I have a job were i need to caulk, sand, prime and paint a crown moldind on 3 diferents room, 2 are 10x10 and the other one 15x16, How much I will charge for labor and material? thank you


----------



## painterofeveryt (Apr 8, 2005)

ahh ...should'nt you know how much to charge if you can do the work ?


----------



## Jonesey (Jul 7, 2006)

You know, when I started to figure out my cost per ln. ft. of stuff I acted it out with a stop-watch. It sounds silly, sure, but it did actually help.

I set the stopwatch then acted out each phase, writing down the time it took to do so, and padded each phase for sips of coffee, the odd cigarette and BS'ing with the guy next to me etc. Then I divided that amount of time into four feet. Four feet being an approximate of what I could reliably reach from a ladder. 

After I had the per foot amount of time it took for the whole process, I multiplied that by my hourly rate. 

So, your general bid would look like this:

a. time per foot x hourly rate = labor
b. material cost per gallon / coverage = cost per 2 foot (for 6" crown)
c. add 1 hour set-up/tear-down
d. add overhead
e. add contingincy
f. add profit

BTW, don't budge on your cost just to get the job. It doesn't help you to get work you can't afford to finish. Believe me, I know.


----------



## JCK333 (Jul 23, 2006)

*thank you*

Thank you very much, you help me a lot.


----------



## JCK333 (Jul 23, 2006)

*Hey*



painterofeveryt said:


> ahh ...should'nt you know how much to charge if you can do the work ?


I do framing and drywall work this is the first time I trying to get a paint job, and i don't now how much to charge


----------



## Dave-Raleigh (Jun 12, 2006)

If it takes less than a day you should figure a full day's cost. Typically if you do it in (lets say) 5 or 6 hours you aren't going to rush to a 2nd job that day to get the other hours. They end up wasted.

If you have to buy a gallon of paint you should charge for the whole gallon and leave what's left for the client. Remember it takes time to go buy the supplies and clean up the brushes afterwards.

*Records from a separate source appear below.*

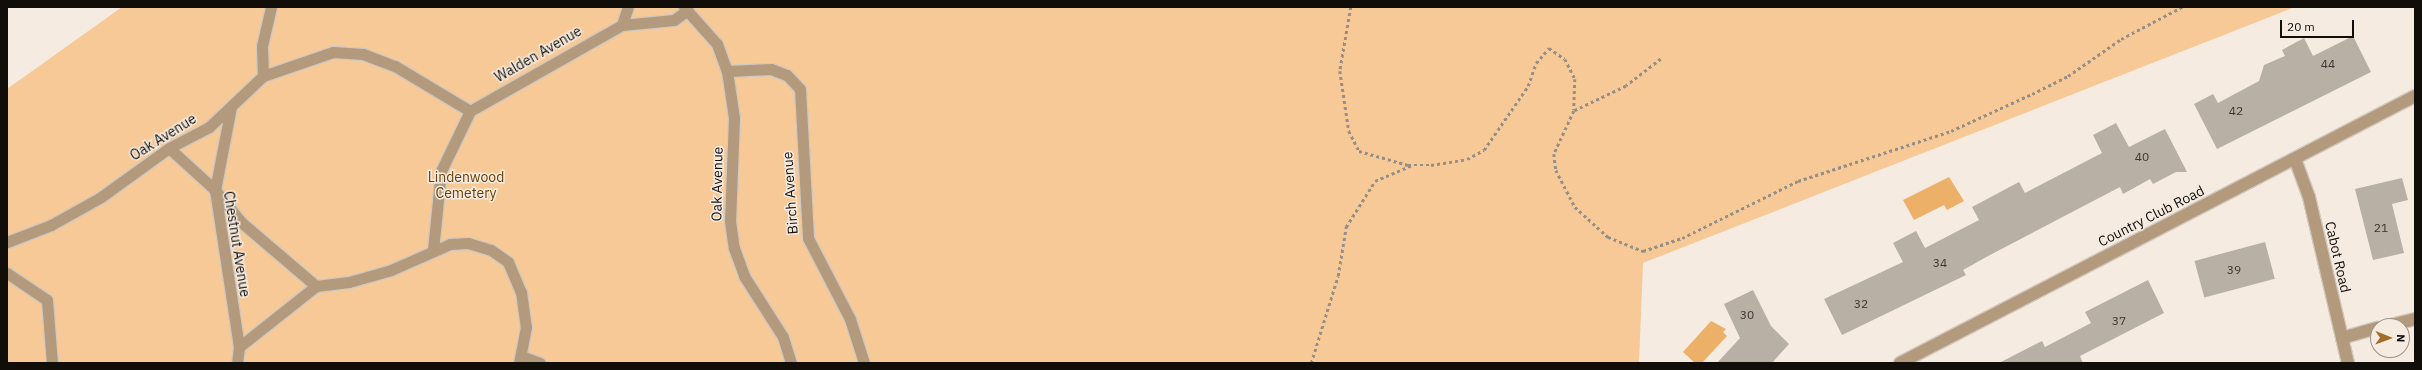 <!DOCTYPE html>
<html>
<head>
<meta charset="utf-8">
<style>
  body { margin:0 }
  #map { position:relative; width:2422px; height:370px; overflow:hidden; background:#f5ebe1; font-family:"IBM Plex Sans",sans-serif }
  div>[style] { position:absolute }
  .green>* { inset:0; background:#f7c996 }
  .water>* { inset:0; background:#ecb069 }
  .building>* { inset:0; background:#b8afa5; transform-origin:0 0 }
  .path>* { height:2.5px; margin-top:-1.25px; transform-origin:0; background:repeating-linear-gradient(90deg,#968f88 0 3px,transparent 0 6px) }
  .roads { filter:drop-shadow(1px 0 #d1c8bf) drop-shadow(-1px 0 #d1c8bf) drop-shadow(0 1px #d1c8bf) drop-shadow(0 -1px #d1c8bf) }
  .lane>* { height:11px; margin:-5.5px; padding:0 5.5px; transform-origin:5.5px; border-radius:5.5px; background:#b49a7d }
  .street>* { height:12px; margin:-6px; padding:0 6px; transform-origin:6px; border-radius:6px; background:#b49a7d }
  span { translate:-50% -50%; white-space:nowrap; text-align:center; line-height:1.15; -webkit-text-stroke:3px #f5ebe1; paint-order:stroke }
  .number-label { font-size:12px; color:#3b3631 }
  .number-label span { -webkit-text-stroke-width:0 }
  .street-label { font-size:14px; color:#110e0a }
  .park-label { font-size:14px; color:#674005 }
  .frame { position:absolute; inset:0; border:8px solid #110e0a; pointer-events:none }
  .north { position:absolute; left:2370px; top:318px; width:40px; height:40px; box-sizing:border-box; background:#f5ebe1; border:1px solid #9a938b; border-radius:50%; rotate:91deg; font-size:11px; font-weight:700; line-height:16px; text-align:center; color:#110e0a }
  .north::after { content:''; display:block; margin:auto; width:14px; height:18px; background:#a36e27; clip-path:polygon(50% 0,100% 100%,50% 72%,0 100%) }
  .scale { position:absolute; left:2280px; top:20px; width:74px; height:18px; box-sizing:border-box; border:2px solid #110e0a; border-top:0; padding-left:5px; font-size:12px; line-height:14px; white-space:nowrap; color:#110e0a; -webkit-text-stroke:3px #f5ebe1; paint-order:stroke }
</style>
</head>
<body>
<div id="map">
  <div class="green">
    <div style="clip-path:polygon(122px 7px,2295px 7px,1643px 263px,1639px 363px,7px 363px,7px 89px)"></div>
  </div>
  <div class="water">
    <div style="clip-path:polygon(1949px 177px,1964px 201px,1947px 210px,1944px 205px,1914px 220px,1903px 200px)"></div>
    <div style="clip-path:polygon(1711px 321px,1726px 329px,1723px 332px,1727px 336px,1702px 363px,1695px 363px,1683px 352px)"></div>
  </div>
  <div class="building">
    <div style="clip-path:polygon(2353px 36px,2371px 72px,2217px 149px,2194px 104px,2213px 94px,2218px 103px,2259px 81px,2264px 65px,2285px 56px,2282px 50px,2304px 38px,2313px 56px)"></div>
    <div style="clip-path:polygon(2116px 123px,2129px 147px,2165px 129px,2187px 172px,2176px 172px,2153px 184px,2150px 179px,2123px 194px,2120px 187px,1990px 255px,1963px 270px,1966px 275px,1842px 335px,1824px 299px,1903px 262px,1893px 243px,1916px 231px,1925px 248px,1979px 220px,1972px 207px,2019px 182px,2025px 193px,2102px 153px,2093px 135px)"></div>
    <div style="clip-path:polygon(2402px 178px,2408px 200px,2392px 204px,2404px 253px,2373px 260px,2355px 189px)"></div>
    <div style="left:2265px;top:242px;width:38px;height:73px;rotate:75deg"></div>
    <div style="clip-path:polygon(2148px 280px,2164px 313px,2080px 356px,2083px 363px,1999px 363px,2042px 341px,2045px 347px,2091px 323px,2085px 312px)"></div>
    <div style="clip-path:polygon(1753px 290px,1771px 326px,1789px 344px,1772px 363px,1717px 363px,1740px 338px,1724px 304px)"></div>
  </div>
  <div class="path">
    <div style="left:1351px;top:7px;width:65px;rotate:99.8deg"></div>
    <div style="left:1340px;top:71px;width:61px;rotate:81.5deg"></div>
    <div style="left:1349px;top:131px;width:22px;rotate:63deg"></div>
    <div style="left:1359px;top:151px;width:51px;rotate:15.9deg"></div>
    <div style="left:1408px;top:165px;width:23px"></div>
    <div style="left:1431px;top:165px;width:36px;rotate:-9deg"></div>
    <div style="left:1467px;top:159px;width:19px;rotate:-28deg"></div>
    <div style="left:1484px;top:150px;width:78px;rotate:-55.5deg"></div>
    <div style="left:1528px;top:86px;width:24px;rotate:-71deg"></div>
    <div style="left:1536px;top:63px;width:20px;rotate:-49deg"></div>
    <div style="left:1549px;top:48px;width:19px;rotate:35deg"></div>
    <div style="left:1565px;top:59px;width:22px;rotate:63deg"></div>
    <div style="left:1575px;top:79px;width:31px;rotate:92deg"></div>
    <div style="left:1661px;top:59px;width:44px;rotate:142.4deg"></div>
    <div style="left:1626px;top:86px;width:58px;rotate:154.3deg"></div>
    <div style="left:1574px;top:111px;width:47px;rotate:114.9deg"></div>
    <div style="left:1554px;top:154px;width:16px;rotate:83deg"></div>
    <div style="left:1556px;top:170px;width:42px;rotate:62.8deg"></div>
    <div style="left:1575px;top:207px;width:45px;rotate:42.3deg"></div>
    <div style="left:1608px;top:237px;width:38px;rotate:22deg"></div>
    <div style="left:1643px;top:251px;width:41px;rotate:-18.4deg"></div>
    <div style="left:1682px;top:238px;width:129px;rotate:-26.2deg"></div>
    <div style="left:1798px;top:181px;width:161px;rotate:-18.1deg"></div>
    <div style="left:1951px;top:131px;width:89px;rotate:-24.6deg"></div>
    <div style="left:2032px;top:94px;width:40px;rotate:-26.6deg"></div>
    <div style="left:2068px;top:76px;width:65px;rotate:-34.9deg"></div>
    <div style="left:2121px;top:39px;width:69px;rotate:-27.7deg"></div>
    <div style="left:1311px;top:363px;width:91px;rotate:-72.8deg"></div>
    <div style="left:1338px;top:276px;width:50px;rotate:-80.7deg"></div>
    <div style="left:1346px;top:227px;width:54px;rotate:-57.8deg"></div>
    <div style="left:1375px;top:181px;width:39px;rotate:-23deg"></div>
  </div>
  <div class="roads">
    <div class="lane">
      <div style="left:684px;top:7px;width:50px;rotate:48.3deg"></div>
      <div style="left:717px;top:44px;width:29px;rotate:70deg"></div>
      <div style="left:727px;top:71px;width:48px;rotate:81.5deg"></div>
      <div style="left:734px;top:118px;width:103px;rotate:92.2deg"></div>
      <div style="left:730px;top:221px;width:27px;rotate:82deg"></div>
      <div style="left:734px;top:248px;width:30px;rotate:70deg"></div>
      <div style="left:744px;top:276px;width:72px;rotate:57.4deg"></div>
      <div style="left:783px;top:337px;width:27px;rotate:73deg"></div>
      <div style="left:622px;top:25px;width:52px;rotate:-5.5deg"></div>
      <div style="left:674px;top:20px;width:17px;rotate:-36deg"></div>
      <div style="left:727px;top:71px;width:44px;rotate:-2.6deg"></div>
      <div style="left:771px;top:69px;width:17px;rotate:21deg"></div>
      <div style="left:787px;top:75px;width:19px;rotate:47deg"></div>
      <div style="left:800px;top:89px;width:149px;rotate:86.9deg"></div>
      <div style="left:808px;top:238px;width:91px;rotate:62.6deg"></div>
      <div style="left:850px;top:319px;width:46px;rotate:72.3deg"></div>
      <div style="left:263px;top:76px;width:30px;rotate:-92deg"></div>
      <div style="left:262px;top:46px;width:40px;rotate:-77deg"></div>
      <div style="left:231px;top:107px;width:85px;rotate:100.9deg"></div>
      <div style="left:215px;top:190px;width:159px;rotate:81.3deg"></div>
      <div style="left:239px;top:347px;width:16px;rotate:97deg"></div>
      <div style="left:470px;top:111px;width:175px;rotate:-29.5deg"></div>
      <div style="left:622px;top:25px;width:19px;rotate:-72deg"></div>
      <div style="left:169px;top:148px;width:62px;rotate:42.4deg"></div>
      <div style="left:215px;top:190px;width:41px;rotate:50.9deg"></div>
      <div style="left:241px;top:222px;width:99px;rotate:40.5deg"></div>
      <div style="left:7px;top:242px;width:47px;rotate:-21.1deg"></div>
      <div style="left:51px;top:225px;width:57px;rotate:-29.2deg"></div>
      <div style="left:101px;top:197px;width:84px;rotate:-35.8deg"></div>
      <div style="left:169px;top:148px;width:45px;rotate:-27.7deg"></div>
      <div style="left:209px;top:127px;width:74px;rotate:-43.4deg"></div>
      <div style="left:263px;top:76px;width:74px;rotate:-18.9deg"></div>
      <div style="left:333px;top:52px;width:30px;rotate:4deg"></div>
      <div style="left:363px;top:54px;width:34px;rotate:21deg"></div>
      <div style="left:395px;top:66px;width:87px;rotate:31deg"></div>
      <div style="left:470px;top:111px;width:67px;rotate:115.8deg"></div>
      <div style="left:441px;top:171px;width:79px;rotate:95.8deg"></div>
      <div style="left:7px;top:273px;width:48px;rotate:34deg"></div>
      <div style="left:47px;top:300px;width:63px;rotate:85.5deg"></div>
      <div style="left:239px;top:347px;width:98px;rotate:-38.4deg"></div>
      <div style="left:316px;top:286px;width:33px;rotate:-7deg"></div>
      <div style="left:349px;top:282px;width:44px;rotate:-15.9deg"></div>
      <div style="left:391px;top:270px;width:64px;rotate:-23.8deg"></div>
      <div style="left:450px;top:244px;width:18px;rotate:-3deg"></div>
      <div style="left:468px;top:243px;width:24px;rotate:17deg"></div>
      <div style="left:491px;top:250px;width:21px;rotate:35deg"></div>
      <div style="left:508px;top:262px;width:33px;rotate:67deg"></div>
      <div style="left:521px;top:292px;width:35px;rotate:82deg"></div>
      <div style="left:526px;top:327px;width:37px;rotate:101deg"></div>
      <div style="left:521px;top:356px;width:20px;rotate:20deg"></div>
    </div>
    <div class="street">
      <div style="left:2295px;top:159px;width:40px;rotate:69.8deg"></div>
      <div style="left:2309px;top:197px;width:171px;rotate:76.8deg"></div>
      <div style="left:2387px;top:326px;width:29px;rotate:-14deg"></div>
      <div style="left:2342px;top:338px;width:37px;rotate:-16deg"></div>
      <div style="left:1900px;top:363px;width:580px;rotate:-27.4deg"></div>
    </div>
  </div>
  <div class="number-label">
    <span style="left:2328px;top:64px">44</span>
    <span style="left:2236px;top:111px">42</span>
    <span style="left:2142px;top:157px">40</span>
    <span style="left:2381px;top:228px">21</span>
    <span style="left:1940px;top:263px">34</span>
    <span style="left:2234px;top:270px">39</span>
    <span style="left:1861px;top:304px">32</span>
    <span style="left:1747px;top:315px">30</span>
    <span style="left:2119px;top:321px">37</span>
  </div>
  <div class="street-label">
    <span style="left:538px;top:54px;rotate:-30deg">Walden Avenue</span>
    <span style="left:163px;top:137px;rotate:-32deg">Oak Avenue</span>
    <span style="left:717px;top:184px;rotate:-89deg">Oak Avenue</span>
    <span style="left:790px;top:193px;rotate:-94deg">Birch Avenue</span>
    <span style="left:2151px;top:216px;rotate:-27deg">Country Club Road</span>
    <span style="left:237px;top:244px;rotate:81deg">Chestnut Avenue</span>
    <span style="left:2338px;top:257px;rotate:77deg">Cabot Road</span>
  </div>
  <div class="park-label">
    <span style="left:466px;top:185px">Lindenwood<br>Cemetery</span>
  </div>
  <div class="frame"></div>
  <div class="north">N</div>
  <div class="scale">20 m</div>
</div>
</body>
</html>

Furniture in the room? good carpet/finished floor? be careful of the liability of accidents. How high is the ceiling?

I would only expect to sand any joints that may need a litle touch up. Don't expect to sand the whole thing. 

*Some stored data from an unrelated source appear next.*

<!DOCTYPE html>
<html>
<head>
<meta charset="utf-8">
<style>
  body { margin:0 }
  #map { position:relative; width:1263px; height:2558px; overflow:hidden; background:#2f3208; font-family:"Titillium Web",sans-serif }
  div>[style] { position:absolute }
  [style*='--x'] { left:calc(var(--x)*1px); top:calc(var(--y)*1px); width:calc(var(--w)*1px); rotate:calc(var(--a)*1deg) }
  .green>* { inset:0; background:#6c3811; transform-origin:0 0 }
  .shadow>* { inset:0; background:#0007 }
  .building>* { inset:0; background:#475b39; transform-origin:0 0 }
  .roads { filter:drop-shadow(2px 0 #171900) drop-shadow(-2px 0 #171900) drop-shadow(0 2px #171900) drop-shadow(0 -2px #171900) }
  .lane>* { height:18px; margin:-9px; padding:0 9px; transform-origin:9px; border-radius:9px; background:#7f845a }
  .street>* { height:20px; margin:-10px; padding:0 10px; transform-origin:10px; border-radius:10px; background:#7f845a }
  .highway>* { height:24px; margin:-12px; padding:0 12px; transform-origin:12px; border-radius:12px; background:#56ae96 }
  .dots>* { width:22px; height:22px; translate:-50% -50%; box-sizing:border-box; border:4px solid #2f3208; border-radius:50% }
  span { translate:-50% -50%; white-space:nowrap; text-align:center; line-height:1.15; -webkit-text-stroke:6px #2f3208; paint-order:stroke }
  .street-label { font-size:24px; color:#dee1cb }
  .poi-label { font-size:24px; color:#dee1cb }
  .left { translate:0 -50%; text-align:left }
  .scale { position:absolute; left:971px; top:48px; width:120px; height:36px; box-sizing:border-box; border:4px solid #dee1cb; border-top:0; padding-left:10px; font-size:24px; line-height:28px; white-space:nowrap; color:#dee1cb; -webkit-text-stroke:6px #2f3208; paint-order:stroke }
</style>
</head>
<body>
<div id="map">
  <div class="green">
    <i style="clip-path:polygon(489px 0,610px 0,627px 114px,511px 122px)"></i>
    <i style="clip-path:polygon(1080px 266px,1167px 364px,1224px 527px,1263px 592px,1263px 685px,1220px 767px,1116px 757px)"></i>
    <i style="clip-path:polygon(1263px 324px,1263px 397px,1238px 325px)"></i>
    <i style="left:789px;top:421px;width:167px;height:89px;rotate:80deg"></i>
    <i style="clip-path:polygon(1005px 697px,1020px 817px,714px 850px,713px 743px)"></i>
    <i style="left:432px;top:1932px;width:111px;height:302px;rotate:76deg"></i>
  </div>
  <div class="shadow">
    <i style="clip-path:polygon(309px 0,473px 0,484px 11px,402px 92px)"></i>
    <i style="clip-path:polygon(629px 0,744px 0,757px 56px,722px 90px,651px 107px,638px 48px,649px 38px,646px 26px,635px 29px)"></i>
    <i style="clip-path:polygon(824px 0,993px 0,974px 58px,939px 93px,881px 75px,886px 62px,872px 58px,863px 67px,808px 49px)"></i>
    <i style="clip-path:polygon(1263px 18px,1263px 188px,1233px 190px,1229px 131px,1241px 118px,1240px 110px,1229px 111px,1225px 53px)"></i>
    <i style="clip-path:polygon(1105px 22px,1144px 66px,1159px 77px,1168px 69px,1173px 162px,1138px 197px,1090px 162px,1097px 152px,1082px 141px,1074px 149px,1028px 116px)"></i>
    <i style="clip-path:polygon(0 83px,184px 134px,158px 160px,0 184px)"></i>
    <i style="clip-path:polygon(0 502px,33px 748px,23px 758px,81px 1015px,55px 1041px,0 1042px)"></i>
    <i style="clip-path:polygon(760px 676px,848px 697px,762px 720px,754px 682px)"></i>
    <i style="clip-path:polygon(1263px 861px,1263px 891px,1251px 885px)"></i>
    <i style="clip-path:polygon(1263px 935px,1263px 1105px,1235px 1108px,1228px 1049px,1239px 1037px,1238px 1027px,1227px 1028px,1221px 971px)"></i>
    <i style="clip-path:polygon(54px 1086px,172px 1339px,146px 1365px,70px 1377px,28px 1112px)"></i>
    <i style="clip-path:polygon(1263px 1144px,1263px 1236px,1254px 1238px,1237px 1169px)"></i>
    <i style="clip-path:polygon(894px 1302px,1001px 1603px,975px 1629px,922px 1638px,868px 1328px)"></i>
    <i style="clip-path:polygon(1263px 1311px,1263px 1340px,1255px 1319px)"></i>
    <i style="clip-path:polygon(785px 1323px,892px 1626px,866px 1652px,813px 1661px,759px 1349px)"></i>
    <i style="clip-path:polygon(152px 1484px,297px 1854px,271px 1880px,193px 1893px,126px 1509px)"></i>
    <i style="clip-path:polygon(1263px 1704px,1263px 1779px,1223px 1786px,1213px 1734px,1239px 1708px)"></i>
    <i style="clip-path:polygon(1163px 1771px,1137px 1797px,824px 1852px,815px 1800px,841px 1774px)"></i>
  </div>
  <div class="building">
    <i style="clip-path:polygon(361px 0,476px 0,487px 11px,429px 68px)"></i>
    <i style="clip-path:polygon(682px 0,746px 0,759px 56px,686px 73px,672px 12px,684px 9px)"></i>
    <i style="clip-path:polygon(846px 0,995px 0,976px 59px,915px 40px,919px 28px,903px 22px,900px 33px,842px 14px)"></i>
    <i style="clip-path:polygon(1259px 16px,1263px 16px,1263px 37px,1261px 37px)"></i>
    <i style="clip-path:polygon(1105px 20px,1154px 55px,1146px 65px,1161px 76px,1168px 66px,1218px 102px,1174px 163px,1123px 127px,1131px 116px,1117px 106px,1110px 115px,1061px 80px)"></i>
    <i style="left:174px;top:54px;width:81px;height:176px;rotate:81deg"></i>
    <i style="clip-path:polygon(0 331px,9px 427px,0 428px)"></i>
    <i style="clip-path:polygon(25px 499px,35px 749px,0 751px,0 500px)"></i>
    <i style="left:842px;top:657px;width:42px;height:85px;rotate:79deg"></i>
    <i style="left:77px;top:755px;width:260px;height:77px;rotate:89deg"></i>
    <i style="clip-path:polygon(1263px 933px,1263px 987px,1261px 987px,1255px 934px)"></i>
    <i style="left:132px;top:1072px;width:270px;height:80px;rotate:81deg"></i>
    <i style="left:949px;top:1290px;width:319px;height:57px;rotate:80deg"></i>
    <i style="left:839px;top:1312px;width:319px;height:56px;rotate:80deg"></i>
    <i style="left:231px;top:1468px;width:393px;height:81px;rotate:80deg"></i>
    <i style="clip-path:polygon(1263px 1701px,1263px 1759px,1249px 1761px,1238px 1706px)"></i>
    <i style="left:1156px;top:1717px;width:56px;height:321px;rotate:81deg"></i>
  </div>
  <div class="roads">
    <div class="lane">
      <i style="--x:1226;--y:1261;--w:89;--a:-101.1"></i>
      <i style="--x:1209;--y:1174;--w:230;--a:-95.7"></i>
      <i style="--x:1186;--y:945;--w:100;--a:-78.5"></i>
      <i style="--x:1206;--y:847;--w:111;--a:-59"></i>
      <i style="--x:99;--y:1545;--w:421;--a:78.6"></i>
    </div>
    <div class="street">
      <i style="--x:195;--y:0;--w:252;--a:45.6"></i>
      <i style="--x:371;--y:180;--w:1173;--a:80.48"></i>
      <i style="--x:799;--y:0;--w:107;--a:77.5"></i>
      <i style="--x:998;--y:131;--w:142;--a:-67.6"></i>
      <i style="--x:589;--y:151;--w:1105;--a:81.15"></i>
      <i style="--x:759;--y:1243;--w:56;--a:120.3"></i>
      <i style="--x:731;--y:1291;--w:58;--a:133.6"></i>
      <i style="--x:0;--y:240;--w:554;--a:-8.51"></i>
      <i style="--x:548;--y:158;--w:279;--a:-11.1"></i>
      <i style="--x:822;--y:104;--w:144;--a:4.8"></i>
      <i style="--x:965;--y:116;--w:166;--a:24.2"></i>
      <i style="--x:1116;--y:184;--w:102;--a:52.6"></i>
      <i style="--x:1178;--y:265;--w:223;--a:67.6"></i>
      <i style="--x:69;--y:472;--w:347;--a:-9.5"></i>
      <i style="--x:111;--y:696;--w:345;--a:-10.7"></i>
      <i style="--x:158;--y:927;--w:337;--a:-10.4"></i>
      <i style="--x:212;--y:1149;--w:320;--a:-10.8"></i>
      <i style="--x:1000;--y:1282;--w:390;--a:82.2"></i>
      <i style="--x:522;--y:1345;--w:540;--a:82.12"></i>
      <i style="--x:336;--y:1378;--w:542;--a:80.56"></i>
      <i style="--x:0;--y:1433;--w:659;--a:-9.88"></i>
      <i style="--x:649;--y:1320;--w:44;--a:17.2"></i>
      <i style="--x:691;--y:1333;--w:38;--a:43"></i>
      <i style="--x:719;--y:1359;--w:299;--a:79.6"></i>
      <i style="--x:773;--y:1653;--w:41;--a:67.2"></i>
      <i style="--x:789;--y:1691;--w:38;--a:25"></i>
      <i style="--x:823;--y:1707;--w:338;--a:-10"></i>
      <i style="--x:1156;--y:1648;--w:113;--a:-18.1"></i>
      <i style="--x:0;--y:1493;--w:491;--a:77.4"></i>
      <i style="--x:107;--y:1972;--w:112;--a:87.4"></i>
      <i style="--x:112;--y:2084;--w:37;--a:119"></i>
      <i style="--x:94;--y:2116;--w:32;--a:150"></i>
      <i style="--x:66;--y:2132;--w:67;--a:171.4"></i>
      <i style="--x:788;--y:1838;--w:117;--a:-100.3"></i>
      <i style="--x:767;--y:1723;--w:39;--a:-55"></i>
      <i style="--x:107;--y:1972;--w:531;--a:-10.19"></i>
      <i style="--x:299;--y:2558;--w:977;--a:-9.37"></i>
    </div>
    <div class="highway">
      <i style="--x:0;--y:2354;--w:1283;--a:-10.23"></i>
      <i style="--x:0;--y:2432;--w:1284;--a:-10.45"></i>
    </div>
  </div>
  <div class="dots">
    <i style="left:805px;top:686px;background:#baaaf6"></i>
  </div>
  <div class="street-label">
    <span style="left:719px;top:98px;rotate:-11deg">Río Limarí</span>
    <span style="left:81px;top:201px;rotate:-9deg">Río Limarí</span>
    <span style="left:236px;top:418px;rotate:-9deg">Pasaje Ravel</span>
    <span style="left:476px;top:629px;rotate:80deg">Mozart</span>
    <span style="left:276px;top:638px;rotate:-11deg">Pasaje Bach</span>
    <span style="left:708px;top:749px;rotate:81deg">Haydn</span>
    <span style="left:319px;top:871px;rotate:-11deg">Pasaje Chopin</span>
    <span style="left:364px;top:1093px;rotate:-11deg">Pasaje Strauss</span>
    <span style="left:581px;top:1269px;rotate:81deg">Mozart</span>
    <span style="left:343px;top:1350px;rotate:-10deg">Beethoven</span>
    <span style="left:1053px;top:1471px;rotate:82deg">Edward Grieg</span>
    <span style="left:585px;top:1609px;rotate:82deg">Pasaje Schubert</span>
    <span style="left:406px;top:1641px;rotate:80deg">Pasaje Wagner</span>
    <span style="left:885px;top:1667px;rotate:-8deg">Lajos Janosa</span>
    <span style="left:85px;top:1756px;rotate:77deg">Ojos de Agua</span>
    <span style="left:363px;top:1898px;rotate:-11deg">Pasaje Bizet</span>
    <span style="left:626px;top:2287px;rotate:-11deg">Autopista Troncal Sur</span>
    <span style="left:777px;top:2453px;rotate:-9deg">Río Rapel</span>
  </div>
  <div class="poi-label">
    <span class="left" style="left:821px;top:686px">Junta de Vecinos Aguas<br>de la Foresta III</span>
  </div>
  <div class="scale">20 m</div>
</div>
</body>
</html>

Looks like a 1 day cost to me.


----------



## Guardi Pro (Mar 15, 2006)

I can tell you what we charge $1.25 to $1.40 depending on the factors... but that wont help you. Jonsey is right on, but it also won't hurt to find out what others charge to see if your in the ball park. Know your competition, but know your price.


----------



## ron schenker (Dec 11, 2005)

I like to use my lawn mowing analogy when I'm asked,"How much should I charge, etc."
Is it the front lawn or the back..back is usually larger and more obstacles
Is it electric or gas powered mower..Electric has cord to slow you down
How long is the grass..shorter is faster
Do you bag, rake, or mulch..mulching saves time
Will you be using the weed wacker..factor in extra time if you do
Danger pay.. stepping in doggy poop

Anyway, you can see all the variables that affect pricing and make it very difficult to offer firm, accurate numbers on a forum like this one. That's my( between 2 and 7) cents worth


----------



## slickshift (Jun 14, 2005)

JCK333 said:


> I do framing and drywall work this is the first time I trying to get a paint job, and i don't now how much to charge


You shouldn't be charging as much as I do that's for sure
:laughing: 
I wouldn't charge what you do if I was to do some framing
:biggrin: 

Really it's best to use your own production numbers and overhead costs
Someone else's numbers aren't going to work for you
There's no magic number we all use to stay in and grow our business, and turn a profit

Same as drywall, you need to know how many sheets you can put up in a day, and what you need to make in a day to pay yourself, your overhead, and still make some profit
If you want to break that down into hours or sheets, then that's what you do

If you don't know how long it'll take you (or close) and how much it'll cost you (or close) you really (and I mean no offense) probably shouldn't be bidding on the job

Jonesey sounds like he's got a handle on how to figure that out
I still time myself to check and/or adjust my production rates


----------